I finally received these wonderful half sphere-shaped molds in the mail. Typically, they are supposed to be used for casting a chocolate sphere…
I was thinking of something more along the lines of a chocolate mousse…
Sometimes its nice to just click around baking supply websites to get some inspiration. Right now, I’m in need of inspiration for the final exam, so I’ve been doing loads of clicking around.
When I was searching for something to cast my chocolate globe in, I came across this simple half sphere mold and thought, perfect! I’ll paint the shapes of the countries on the inside and then cast the chocolate. To my surprise, I ordered this mold and then later found an actual chocolate globe mold with the countries already formed on the inside…
Normally, I might say, crap and try to send it back… In this case, (and in most cases with pastry)… You can always re-use products with a little inspiration.
I love it. It’s exciting and it makes it so interesting with all the possibilities!
This cake is a simple chocolate cake on the bottom with a rich chocolate mousse.
It’s time you start clicking through baking supply stores online and/or rummaging through your cabinets trying to re-use your baking supplies in a new way!
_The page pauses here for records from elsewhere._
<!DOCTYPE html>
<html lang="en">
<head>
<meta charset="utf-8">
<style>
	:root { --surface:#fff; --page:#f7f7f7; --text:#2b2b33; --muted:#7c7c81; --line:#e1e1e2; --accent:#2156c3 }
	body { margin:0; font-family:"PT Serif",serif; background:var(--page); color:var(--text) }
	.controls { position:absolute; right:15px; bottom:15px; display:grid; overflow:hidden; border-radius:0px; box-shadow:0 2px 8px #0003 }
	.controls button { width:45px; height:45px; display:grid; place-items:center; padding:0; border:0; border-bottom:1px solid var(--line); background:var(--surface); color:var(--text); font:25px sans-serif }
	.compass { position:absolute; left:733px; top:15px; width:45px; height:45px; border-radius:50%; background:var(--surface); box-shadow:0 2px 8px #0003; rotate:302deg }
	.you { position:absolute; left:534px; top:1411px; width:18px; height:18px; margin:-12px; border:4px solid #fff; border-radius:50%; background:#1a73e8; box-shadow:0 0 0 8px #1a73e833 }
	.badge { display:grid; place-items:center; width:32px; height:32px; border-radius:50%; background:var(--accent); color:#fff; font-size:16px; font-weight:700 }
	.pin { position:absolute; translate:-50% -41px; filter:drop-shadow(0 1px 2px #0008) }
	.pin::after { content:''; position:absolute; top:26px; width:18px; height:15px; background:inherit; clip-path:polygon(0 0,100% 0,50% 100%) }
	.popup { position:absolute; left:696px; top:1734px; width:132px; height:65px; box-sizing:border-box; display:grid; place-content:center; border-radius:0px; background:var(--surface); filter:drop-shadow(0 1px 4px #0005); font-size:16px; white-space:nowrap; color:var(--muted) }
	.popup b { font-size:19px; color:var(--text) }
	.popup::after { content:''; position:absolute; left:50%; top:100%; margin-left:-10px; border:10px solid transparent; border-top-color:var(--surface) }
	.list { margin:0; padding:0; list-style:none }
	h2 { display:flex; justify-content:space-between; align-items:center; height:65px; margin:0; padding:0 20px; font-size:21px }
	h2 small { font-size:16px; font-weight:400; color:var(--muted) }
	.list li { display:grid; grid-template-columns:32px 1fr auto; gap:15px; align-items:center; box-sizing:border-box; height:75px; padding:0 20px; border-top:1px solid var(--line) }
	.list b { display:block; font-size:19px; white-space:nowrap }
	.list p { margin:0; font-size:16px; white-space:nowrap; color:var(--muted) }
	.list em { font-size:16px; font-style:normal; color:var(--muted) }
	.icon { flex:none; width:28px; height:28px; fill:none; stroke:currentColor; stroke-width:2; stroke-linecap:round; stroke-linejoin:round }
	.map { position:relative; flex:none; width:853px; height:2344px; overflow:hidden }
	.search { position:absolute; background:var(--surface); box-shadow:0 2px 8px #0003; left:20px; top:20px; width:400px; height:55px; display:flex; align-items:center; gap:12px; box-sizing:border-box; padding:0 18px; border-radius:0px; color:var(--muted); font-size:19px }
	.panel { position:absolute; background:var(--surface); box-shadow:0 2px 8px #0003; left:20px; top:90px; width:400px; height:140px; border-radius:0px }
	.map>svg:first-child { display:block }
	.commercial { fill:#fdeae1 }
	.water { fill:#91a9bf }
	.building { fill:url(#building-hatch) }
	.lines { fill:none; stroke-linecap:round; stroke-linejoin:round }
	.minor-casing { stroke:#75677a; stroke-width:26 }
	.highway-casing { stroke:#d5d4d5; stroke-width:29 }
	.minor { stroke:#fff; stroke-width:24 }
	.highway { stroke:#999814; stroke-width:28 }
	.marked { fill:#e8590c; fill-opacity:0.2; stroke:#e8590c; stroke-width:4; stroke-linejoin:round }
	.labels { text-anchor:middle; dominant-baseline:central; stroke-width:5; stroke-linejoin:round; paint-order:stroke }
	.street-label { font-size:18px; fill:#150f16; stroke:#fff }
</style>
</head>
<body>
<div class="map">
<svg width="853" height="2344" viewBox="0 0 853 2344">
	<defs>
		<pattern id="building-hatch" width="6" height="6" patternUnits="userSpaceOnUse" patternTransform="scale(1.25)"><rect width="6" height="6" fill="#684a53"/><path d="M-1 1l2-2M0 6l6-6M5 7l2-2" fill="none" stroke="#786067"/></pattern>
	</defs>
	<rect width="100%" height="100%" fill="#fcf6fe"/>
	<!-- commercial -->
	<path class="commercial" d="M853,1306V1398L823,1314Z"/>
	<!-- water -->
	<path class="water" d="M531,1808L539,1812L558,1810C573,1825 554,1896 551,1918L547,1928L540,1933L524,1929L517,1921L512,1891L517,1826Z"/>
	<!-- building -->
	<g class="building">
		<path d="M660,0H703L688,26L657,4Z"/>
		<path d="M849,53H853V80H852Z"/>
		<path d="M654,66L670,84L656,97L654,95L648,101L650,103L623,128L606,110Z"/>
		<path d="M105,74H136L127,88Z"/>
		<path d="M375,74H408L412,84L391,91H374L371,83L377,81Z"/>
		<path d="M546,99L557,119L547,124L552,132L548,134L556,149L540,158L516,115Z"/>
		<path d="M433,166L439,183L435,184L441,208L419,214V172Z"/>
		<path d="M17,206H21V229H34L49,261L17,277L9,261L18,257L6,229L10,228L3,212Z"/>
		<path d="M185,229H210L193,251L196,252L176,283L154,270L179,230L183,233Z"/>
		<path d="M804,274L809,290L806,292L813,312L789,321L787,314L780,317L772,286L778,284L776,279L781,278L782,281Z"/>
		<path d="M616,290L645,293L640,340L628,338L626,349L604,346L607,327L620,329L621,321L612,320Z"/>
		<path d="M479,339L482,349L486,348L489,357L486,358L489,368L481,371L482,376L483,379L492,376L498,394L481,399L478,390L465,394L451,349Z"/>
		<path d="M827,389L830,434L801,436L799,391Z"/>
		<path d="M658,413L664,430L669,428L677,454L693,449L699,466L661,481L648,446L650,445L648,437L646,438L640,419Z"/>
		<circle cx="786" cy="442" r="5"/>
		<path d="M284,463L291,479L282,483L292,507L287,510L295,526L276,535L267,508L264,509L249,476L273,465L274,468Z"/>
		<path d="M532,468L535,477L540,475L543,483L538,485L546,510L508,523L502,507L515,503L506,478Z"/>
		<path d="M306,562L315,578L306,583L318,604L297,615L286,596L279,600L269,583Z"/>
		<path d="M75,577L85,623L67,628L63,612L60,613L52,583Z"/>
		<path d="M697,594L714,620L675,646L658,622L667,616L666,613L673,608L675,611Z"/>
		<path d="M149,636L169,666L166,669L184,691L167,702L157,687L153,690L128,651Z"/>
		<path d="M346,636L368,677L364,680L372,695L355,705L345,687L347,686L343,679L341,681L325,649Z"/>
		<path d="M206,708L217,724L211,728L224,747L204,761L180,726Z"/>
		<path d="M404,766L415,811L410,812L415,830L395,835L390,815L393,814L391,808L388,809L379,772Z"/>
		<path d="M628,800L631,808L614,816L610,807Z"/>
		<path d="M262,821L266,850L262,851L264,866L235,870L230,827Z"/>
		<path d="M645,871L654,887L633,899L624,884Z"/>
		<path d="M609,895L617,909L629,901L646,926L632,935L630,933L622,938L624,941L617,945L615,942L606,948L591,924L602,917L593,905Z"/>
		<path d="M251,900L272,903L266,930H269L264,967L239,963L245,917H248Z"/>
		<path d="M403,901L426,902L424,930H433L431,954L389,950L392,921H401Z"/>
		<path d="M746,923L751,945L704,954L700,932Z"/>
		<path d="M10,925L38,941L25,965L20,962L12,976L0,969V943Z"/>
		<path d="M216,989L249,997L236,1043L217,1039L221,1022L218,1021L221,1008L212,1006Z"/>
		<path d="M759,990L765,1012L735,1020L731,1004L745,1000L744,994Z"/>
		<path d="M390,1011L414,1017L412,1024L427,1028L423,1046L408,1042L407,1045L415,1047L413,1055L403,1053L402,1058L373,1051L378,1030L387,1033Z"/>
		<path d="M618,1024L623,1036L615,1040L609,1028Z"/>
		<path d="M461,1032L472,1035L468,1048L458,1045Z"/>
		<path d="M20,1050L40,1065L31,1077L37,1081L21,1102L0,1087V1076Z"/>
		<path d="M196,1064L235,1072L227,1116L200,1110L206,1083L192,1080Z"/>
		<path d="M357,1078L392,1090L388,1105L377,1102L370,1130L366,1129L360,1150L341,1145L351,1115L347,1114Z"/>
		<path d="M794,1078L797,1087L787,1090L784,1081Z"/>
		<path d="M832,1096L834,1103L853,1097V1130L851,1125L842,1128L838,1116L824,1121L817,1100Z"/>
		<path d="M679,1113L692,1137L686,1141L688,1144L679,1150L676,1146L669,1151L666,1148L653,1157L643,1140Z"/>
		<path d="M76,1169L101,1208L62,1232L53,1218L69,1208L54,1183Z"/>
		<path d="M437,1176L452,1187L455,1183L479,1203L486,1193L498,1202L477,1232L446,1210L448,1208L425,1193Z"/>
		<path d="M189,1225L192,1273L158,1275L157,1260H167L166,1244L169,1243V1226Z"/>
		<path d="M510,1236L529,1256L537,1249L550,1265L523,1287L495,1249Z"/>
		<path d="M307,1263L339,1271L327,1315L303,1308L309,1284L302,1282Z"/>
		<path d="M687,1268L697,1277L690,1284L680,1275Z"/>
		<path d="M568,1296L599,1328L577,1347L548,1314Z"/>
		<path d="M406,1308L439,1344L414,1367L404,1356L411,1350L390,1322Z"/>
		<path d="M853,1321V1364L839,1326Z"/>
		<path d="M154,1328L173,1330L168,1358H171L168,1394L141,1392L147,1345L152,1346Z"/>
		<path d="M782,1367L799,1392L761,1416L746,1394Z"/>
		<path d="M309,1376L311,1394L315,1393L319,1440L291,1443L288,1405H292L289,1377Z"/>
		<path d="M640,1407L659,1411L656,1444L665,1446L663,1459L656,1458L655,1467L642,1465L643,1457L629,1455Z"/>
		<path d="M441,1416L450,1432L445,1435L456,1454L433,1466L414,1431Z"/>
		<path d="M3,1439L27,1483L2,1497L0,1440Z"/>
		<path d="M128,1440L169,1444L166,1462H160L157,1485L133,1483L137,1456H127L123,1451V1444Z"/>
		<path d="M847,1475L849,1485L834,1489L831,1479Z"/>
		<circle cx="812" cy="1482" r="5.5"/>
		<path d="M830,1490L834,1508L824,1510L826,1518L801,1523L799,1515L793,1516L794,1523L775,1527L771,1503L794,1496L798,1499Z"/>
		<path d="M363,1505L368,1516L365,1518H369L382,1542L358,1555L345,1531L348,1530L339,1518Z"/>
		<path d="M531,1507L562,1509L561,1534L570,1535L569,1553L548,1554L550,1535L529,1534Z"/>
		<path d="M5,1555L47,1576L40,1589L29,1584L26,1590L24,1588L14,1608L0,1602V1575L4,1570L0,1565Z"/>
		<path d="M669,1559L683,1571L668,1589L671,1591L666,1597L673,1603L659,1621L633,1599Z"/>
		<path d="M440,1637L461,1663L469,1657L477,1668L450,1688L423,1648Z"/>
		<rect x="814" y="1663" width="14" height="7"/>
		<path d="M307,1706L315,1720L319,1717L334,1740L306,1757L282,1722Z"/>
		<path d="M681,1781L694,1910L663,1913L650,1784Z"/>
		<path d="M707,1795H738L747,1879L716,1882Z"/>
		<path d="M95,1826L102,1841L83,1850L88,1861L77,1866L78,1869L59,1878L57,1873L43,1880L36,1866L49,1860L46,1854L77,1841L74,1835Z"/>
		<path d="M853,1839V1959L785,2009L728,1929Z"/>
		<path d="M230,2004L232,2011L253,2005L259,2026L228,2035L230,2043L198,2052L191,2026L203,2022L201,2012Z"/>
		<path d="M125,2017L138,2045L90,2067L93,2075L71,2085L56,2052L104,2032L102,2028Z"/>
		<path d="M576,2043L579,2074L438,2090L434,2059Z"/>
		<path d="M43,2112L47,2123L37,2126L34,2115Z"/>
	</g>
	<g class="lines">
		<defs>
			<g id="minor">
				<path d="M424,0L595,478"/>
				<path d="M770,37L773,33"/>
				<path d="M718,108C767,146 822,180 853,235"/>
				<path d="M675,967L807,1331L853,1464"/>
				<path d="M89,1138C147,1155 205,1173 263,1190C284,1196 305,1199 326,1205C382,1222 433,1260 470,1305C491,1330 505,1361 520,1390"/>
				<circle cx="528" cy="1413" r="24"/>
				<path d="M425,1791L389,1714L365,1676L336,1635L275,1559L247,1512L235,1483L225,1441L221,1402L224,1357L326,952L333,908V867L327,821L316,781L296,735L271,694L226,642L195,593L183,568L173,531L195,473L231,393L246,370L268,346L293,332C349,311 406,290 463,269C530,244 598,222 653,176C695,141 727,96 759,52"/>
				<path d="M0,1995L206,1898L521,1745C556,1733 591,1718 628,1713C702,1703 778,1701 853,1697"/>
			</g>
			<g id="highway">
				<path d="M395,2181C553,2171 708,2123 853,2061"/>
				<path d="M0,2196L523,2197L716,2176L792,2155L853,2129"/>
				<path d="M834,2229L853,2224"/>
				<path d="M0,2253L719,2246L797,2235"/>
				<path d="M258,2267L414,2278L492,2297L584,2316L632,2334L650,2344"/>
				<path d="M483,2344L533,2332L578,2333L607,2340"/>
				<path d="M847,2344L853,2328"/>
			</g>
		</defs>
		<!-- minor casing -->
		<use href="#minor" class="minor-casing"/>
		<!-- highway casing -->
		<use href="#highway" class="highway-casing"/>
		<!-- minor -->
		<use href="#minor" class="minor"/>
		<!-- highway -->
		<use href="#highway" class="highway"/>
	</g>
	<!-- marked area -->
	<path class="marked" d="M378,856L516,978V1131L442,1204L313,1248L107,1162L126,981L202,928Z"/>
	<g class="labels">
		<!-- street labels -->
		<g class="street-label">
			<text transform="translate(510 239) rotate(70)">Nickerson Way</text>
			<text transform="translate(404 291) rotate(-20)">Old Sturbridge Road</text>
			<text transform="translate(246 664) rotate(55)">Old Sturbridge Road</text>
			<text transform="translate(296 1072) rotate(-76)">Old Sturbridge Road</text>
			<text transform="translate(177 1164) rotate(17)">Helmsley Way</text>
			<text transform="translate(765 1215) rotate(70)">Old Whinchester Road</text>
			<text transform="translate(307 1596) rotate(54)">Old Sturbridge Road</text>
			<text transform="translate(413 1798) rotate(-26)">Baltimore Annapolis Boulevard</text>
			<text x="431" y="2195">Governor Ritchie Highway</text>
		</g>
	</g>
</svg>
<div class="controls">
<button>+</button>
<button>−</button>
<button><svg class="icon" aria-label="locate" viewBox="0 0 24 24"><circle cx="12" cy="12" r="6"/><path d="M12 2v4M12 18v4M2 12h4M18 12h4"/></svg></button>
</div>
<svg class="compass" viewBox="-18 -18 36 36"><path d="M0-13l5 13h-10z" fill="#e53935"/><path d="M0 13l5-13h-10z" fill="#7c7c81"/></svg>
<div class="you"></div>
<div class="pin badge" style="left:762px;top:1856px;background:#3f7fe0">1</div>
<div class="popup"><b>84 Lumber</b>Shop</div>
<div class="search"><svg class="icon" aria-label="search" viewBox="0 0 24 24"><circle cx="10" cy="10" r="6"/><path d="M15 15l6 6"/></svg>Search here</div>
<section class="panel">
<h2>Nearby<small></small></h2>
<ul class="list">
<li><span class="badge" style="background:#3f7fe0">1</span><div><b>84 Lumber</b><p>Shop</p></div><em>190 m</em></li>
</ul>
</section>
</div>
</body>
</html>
You are going to come up with something fabulous!
Chocolate Mousse Cake:
Chocolate cake, sliced into thin layers and cut out into circles that fit your molds.
100 g Eggs (2 eggs)
40 g Egg yolk (2 yolks)
70 g Sugar
200 g Dark chocolate
8 g Gelatin (4 sheets, if using gelatin sheets)
440g Whipped cream
Beat the eggs, egg yolks and sugar until light and foamy.
Put the sheets of gelatin in cold water for 5 minutes, and dissolve over warm heat, (not too hot!).
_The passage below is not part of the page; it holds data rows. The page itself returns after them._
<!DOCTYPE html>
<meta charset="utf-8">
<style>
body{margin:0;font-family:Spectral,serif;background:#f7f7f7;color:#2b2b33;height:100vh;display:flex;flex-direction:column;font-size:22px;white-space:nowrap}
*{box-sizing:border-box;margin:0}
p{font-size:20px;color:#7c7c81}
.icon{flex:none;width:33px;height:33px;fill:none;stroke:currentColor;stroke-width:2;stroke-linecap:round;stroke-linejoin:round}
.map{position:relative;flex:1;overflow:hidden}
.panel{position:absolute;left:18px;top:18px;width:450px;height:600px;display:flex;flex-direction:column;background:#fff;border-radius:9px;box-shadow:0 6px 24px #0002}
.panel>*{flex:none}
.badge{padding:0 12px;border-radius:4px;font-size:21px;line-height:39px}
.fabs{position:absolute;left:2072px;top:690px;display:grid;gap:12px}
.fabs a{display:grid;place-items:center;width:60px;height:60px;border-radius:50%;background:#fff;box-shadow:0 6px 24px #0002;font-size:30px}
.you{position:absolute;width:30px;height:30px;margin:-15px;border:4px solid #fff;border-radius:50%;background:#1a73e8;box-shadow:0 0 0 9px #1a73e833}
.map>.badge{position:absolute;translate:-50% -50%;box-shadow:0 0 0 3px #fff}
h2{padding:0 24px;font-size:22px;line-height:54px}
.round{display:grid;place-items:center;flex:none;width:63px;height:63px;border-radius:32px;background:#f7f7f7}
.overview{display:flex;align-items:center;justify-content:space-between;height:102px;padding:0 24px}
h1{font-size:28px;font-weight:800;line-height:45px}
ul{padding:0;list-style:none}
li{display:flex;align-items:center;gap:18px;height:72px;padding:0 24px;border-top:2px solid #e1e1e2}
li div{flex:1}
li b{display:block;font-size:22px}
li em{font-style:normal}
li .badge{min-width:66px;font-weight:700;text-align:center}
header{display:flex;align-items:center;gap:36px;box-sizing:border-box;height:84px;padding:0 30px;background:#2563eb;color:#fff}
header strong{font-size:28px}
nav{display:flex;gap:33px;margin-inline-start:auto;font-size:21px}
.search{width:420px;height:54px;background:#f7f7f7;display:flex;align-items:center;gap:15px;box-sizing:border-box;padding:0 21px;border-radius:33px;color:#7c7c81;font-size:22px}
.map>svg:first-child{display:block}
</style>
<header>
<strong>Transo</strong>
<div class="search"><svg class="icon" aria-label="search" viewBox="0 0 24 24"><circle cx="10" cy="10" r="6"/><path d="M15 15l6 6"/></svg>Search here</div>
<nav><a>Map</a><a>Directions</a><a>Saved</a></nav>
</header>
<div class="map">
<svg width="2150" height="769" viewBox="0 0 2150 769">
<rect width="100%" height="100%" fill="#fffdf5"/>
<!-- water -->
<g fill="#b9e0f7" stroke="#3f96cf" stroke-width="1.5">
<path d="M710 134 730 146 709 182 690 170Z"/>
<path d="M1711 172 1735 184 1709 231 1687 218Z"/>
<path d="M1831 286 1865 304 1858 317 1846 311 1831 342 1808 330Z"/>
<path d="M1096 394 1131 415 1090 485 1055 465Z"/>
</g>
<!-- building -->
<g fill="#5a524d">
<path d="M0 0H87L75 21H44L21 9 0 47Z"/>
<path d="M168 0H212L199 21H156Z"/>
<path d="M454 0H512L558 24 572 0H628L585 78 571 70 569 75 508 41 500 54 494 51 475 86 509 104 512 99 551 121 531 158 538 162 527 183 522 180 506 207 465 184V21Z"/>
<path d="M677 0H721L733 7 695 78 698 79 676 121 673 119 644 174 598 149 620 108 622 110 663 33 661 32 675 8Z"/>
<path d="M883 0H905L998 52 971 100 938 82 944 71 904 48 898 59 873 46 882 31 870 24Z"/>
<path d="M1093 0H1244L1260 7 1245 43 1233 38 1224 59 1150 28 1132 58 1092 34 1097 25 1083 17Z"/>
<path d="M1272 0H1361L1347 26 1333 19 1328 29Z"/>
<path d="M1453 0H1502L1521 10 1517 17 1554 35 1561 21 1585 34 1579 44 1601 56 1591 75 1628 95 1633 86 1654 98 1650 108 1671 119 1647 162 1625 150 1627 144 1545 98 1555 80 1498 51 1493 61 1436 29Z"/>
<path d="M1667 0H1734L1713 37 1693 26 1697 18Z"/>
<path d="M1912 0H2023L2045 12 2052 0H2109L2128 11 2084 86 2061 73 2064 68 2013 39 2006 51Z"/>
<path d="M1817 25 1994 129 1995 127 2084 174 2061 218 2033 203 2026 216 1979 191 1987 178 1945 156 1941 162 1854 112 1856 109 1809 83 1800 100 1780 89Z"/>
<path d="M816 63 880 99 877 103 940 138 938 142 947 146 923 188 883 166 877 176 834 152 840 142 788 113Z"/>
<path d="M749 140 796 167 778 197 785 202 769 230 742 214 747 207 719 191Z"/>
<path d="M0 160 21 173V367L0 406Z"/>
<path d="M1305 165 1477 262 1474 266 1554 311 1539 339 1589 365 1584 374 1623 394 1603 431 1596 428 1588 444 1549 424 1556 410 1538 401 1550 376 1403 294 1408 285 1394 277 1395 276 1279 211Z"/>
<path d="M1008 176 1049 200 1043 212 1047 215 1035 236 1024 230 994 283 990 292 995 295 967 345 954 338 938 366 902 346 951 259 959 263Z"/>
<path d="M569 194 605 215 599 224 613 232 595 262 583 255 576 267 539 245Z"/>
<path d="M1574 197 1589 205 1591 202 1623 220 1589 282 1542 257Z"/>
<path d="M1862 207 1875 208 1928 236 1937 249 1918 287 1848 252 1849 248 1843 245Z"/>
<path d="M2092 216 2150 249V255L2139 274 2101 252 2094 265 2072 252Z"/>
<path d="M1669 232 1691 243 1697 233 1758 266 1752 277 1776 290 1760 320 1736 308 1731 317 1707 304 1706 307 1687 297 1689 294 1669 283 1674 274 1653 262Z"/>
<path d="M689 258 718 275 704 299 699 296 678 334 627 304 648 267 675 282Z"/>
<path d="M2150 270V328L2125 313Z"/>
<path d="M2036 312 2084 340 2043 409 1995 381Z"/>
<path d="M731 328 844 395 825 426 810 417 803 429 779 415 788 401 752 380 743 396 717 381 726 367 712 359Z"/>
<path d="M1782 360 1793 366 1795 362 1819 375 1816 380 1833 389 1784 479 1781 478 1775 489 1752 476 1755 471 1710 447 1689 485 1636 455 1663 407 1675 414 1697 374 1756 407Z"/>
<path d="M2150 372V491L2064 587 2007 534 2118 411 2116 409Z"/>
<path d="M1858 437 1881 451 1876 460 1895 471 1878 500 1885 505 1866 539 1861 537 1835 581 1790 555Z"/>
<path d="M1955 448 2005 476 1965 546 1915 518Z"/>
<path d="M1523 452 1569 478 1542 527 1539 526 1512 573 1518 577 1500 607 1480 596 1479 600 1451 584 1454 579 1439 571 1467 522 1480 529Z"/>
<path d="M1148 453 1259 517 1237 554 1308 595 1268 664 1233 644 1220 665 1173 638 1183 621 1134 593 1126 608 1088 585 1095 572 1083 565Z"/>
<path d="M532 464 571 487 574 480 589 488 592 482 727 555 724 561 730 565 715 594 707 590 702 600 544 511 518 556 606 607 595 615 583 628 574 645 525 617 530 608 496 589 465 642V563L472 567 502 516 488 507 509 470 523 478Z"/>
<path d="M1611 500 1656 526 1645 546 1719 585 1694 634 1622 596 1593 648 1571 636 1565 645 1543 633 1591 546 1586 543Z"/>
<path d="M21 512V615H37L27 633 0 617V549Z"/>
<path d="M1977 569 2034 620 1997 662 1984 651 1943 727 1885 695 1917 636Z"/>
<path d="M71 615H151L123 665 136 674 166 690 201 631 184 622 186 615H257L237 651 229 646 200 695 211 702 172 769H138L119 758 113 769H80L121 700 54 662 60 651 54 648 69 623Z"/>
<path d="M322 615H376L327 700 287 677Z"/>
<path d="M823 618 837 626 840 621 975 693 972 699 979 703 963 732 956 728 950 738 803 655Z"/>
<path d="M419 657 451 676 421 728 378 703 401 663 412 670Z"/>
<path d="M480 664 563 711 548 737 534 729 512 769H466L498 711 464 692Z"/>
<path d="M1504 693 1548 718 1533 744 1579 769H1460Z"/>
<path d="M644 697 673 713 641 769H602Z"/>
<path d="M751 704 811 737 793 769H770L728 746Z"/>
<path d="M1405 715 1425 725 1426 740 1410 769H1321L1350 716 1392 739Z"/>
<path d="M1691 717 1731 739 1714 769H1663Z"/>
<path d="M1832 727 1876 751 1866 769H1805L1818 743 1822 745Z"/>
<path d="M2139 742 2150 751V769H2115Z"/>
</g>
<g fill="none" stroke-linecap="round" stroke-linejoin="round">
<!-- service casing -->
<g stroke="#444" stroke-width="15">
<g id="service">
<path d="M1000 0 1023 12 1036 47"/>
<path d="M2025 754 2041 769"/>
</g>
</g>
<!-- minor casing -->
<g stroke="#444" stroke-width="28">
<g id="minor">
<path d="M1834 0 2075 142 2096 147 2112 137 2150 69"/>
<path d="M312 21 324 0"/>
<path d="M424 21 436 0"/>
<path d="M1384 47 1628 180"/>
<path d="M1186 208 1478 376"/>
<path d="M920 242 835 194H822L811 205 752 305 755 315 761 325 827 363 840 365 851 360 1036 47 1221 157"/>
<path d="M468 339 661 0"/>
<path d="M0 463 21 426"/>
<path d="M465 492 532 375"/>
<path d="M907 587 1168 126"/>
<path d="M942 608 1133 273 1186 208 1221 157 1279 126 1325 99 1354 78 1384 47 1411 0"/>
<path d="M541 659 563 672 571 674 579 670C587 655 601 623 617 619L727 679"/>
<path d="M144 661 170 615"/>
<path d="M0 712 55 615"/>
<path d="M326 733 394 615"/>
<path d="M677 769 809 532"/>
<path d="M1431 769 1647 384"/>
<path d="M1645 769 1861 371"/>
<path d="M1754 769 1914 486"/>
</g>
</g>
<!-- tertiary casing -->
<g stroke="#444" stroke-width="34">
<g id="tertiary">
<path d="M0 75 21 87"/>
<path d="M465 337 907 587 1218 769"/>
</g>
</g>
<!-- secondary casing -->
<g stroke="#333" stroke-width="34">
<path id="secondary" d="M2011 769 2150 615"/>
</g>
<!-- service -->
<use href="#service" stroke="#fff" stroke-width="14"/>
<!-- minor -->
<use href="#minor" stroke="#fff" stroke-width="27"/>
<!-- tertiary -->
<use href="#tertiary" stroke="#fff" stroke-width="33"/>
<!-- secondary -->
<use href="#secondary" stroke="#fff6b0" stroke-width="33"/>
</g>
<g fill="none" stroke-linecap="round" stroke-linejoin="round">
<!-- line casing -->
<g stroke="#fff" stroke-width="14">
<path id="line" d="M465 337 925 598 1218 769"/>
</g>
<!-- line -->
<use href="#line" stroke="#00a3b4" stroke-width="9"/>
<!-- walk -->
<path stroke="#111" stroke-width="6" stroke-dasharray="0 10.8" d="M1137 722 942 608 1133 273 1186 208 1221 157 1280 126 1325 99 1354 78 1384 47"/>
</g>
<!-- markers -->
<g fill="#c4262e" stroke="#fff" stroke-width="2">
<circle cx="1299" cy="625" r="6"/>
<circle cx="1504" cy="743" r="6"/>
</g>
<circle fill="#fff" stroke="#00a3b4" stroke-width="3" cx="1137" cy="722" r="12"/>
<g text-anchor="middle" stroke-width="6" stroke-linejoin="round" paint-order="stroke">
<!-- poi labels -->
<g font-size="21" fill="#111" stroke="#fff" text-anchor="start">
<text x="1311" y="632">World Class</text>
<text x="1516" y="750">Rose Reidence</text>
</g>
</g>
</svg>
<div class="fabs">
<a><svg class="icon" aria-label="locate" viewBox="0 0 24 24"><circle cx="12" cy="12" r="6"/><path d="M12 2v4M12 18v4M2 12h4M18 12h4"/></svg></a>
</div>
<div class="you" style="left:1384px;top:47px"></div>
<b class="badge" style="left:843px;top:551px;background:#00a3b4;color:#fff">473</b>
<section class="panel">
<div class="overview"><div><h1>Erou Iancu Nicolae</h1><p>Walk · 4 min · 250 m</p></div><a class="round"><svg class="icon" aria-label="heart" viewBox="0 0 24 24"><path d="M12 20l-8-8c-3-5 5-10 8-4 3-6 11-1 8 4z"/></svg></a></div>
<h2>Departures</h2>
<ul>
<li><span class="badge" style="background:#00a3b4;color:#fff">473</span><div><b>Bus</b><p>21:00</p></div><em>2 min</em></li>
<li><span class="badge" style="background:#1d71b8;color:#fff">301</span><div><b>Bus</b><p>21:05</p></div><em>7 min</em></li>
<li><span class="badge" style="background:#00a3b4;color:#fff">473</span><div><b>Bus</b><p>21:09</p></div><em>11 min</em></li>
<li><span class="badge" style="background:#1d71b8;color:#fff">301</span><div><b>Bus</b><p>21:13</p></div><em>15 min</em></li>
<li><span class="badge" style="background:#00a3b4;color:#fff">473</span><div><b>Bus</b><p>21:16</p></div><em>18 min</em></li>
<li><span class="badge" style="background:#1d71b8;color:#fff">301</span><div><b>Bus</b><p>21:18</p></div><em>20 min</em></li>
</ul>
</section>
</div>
Melt the chocolate to about 50 degrees Celsius.
Add the Egg and sugar mixture to the chocolate along with the dissolved gelatin and stir until combined. Add first a small amount of the whipped cream, and finally fold in the rest of the cream.
Fill the molds, leaving a bit of space for the cake. Place the cake circles in each mold and press to get rid of the air bubbles. Set in the freezer until the mousse sets.
When ready to be removed from the molds, fill a bowl of warm water. Set the mold in the water for a few seconds to loosen it from the mold. Not too long! You don’t want the entire mousse to melt away.
One you have your mousse cakes removed, decorate however your little heart desires!